東洋経済オンライン / 2023年12月11日 16時0分

百度は生成AIを応用したサービスを続々と投入している。写真は9月にリリースしたマーケティング支援プラットフォーム「軽舸」のウェブサイト

中国のインターネット検索最大手の百度(バイドゥ)は11月21日、2023年7~9月期の決算を発表した。同四半期の売上高は前年同期比6%増の344億4700万元(約7156億円)、非アメリカ会計基準(Non-GAAP)ベースの純利益は同23%増の72億6700元(約1510億円)と、増収増益を達成した。

【写真】中国のクラウドサービスは、アメリカ政府が発動したAI半導体の対中輸出規制強化の影響が懸念されている。写真は百度の本社ビル

百度の屋台骨を支えるオンライン広告事業は、7~9月期の売上高が197億元(約4093億円)と前年同期比5%増加。その結果、総売上高から子会社で動画配信大手の愛奇芸(iQIYI、アイチーイー)を除外した「コア事業売上高」に占めるオンライン広告の比率は74.3%に上昇した。

広告コピー案を2分間で100本

「わが社は大規模言語モデル(生成AI)を活用し、オンライン広告システムの再構築を進めている。生成AIによる広告コンテンツの自動作成やターゲティング(ユーザー情報の分析)サービスの導入で、10~12月期のオンライン広告事業に数億元(訳注:1億元=約20億円)の増収効果が期待できる」。百度の董事長兼CEO(最高経営責任者)を務める李彦宏氏は、決算説明会でそう述べた。

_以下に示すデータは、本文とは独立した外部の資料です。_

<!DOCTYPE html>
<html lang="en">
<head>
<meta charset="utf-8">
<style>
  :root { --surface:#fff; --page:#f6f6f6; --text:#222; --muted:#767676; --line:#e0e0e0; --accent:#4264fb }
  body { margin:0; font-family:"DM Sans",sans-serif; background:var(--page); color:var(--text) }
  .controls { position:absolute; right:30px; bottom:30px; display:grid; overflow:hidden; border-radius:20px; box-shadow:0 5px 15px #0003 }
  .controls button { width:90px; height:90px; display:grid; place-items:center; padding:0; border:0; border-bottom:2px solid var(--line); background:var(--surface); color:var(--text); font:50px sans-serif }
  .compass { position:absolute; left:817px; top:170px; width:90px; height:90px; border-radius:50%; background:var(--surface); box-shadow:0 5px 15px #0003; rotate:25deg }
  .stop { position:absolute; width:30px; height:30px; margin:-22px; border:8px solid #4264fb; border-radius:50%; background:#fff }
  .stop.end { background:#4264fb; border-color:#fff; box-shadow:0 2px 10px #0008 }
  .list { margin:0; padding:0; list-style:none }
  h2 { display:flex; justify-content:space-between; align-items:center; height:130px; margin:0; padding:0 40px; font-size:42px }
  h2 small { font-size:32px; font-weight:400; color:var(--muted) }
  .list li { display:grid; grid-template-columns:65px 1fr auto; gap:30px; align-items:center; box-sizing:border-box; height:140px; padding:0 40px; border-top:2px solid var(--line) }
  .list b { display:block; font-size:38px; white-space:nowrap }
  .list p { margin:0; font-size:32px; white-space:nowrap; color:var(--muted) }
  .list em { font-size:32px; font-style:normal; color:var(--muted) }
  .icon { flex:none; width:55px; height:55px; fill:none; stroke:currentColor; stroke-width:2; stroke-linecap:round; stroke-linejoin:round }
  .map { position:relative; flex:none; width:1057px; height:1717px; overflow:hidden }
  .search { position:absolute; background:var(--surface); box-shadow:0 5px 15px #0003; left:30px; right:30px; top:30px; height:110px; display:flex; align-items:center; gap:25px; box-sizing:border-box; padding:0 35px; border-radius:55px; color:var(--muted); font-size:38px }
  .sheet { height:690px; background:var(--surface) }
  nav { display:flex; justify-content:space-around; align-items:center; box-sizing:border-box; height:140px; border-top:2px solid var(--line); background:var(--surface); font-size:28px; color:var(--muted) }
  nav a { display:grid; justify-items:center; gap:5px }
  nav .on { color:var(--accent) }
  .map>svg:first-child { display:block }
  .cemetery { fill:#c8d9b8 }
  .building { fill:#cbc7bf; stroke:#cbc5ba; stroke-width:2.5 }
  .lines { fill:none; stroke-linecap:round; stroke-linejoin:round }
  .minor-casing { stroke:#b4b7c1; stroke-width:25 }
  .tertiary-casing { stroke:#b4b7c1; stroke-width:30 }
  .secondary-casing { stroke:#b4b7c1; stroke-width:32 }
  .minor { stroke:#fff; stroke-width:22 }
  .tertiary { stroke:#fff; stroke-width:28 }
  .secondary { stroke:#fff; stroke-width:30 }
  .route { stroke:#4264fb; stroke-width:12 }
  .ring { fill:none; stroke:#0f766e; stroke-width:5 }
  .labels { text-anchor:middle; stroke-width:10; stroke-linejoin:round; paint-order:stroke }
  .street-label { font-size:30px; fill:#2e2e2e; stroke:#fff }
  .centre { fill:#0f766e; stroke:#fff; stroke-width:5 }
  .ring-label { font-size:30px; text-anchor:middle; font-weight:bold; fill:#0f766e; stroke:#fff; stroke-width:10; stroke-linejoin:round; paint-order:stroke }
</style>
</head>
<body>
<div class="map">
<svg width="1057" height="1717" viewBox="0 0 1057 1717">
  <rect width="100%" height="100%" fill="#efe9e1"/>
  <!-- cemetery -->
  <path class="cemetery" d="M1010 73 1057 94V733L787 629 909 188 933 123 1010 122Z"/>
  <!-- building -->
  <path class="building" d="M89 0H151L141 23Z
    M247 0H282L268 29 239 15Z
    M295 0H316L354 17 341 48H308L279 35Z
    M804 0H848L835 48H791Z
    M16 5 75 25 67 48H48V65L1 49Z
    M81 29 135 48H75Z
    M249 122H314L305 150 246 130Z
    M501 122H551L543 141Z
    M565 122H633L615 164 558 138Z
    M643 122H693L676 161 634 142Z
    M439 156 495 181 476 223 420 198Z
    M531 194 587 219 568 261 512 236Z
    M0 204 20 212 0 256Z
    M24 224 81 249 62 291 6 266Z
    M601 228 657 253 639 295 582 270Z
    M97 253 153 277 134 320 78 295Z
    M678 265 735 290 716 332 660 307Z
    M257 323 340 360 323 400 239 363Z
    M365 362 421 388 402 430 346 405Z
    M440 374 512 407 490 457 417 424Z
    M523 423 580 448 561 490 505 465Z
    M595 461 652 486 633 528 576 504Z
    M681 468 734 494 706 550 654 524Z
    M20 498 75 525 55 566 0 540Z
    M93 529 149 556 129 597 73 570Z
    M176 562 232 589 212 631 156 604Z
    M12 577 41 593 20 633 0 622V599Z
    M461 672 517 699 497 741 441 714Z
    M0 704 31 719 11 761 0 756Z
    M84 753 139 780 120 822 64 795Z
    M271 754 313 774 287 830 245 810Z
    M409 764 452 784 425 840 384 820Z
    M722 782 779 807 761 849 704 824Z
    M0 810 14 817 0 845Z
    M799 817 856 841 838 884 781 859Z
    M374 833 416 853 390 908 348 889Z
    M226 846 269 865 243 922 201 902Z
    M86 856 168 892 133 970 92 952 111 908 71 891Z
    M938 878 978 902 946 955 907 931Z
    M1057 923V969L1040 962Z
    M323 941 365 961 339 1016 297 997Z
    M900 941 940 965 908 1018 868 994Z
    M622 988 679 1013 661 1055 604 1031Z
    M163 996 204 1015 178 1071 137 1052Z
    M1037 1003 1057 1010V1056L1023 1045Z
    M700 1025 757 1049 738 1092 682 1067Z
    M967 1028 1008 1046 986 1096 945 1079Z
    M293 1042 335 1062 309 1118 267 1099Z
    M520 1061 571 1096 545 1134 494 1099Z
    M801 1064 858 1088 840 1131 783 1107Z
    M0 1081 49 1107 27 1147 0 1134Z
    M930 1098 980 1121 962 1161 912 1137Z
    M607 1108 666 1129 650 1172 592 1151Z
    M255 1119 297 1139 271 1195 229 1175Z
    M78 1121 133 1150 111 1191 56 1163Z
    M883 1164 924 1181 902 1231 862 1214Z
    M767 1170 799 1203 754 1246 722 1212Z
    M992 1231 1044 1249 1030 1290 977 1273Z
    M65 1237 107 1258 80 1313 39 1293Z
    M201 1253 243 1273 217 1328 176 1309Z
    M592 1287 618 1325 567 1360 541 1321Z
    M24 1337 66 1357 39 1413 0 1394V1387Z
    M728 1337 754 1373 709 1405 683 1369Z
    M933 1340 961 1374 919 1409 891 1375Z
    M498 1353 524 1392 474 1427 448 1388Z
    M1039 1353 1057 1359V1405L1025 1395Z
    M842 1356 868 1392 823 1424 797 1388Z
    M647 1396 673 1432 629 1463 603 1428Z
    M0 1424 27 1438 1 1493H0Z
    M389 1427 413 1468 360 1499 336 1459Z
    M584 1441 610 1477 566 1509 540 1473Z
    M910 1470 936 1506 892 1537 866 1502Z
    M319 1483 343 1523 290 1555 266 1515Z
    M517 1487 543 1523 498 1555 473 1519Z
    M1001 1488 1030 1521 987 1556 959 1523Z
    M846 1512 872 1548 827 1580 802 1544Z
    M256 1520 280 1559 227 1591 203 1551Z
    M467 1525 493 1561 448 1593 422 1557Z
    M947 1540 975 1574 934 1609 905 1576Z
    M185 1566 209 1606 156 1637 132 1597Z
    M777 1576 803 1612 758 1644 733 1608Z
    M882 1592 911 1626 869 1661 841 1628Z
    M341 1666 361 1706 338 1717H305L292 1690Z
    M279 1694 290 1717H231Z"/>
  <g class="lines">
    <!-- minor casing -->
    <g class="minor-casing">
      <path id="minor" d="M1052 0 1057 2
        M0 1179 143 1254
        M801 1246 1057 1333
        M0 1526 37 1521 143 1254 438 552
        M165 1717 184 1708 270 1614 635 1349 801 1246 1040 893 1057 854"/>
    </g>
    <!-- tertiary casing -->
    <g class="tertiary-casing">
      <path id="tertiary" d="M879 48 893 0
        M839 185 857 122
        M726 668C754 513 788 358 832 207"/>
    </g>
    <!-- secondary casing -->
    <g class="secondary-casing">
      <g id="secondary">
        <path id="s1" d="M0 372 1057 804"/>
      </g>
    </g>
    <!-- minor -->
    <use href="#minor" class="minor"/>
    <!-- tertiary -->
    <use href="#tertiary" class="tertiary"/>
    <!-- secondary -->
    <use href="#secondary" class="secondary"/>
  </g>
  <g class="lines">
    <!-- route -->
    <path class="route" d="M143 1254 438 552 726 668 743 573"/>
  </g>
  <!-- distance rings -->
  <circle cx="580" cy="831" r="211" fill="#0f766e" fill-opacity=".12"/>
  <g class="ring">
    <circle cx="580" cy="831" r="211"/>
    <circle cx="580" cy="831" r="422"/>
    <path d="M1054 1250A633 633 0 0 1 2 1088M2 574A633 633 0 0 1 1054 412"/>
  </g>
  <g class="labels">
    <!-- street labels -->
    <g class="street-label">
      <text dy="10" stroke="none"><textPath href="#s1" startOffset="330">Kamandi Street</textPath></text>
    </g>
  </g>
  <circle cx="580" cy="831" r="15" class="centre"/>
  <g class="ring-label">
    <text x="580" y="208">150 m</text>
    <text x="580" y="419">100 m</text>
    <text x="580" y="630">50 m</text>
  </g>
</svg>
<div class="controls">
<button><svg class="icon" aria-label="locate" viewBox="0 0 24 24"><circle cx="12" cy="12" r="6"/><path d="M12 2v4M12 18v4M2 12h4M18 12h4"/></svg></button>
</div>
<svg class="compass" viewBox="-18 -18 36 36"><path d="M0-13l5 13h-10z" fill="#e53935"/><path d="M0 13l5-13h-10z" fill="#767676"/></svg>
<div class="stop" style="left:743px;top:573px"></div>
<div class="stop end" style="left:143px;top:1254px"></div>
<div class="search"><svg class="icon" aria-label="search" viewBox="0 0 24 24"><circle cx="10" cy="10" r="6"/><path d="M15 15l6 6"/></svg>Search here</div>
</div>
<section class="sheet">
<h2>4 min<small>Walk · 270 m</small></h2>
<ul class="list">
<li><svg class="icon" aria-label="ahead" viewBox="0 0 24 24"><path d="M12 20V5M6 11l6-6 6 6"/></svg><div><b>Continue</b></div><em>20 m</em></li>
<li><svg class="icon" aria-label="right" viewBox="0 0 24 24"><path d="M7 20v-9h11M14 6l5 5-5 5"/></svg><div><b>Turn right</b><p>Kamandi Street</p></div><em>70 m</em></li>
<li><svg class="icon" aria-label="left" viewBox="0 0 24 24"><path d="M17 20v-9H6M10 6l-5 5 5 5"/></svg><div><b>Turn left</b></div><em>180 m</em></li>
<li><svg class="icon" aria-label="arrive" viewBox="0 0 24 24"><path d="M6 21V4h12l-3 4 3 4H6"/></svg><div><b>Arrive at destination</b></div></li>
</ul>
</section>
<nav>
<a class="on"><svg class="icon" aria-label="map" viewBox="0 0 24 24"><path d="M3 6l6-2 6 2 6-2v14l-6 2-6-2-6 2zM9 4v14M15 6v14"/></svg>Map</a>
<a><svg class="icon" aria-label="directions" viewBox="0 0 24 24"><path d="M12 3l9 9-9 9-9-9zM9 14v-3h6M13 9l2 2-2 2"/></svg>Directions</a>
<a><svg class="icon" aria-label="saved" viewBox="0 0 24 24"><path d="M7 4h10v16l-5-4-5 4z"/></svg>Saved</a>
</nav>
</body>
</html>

百度は独自開発した生成AI「文心一言(アーニー・ボット)」を基盤にした派生サービスを立て続けに投入しており、9月にはマーケティング支援プラットフォームの「軽舸(チングー)」をリリースした。広告コピーの文案100本をわずか2分間、(AIが生成した)バーチャルヒューマンの動画を5分間、それらを組み合わせた広告コンテンツを5分間で作成することができ、すでに1000社超の顧客企業が利用しているという。

7~9月期のコア事業売上高のうち、オンライン広告以外の売上高は69億元(約1433億円)と前年同期比6%増加した。注目すべきなのは、そこに含まれるクラウド事業の売上高が同2%の減収を記録したことを、李CEOが決算説明会で明らかにしたことだ。

クラウド事業のマイナス成長は、百度が2020年10~12月期に事業単独の業績を開示し始めて以来、これが初めてだ。その要因について李CEOは、中国各地の地方政府によるスマート・モビリティ・プロジェクトの需要の伸びが鈍化したためと説明した。

そんななか、百度は生成AIをクラウド事業の成長トレンド復帰の起爆剤にしようとしている。「伝統的なクラウド市場はすでに成熟しつつあり、今後の競争の焦点はAIコンピューティング能力に移る」。百度の執行副総裁(副社長に相当)でクラウド事業の責任者を務める沈抖氏は、決算説明会でそう述べた。

AI半導体禁輸の影響は「限定的」

中国のクラウド業界では、アメリカ政府が10月に強化した高性能AI半導体の対中輸出規制の影響に対する懸念が強まっている。それに関して、あるアナリストが決算説明会で質問すると、李CEOは「影響は限定的」としたうえで、自身の見方を次のように語った。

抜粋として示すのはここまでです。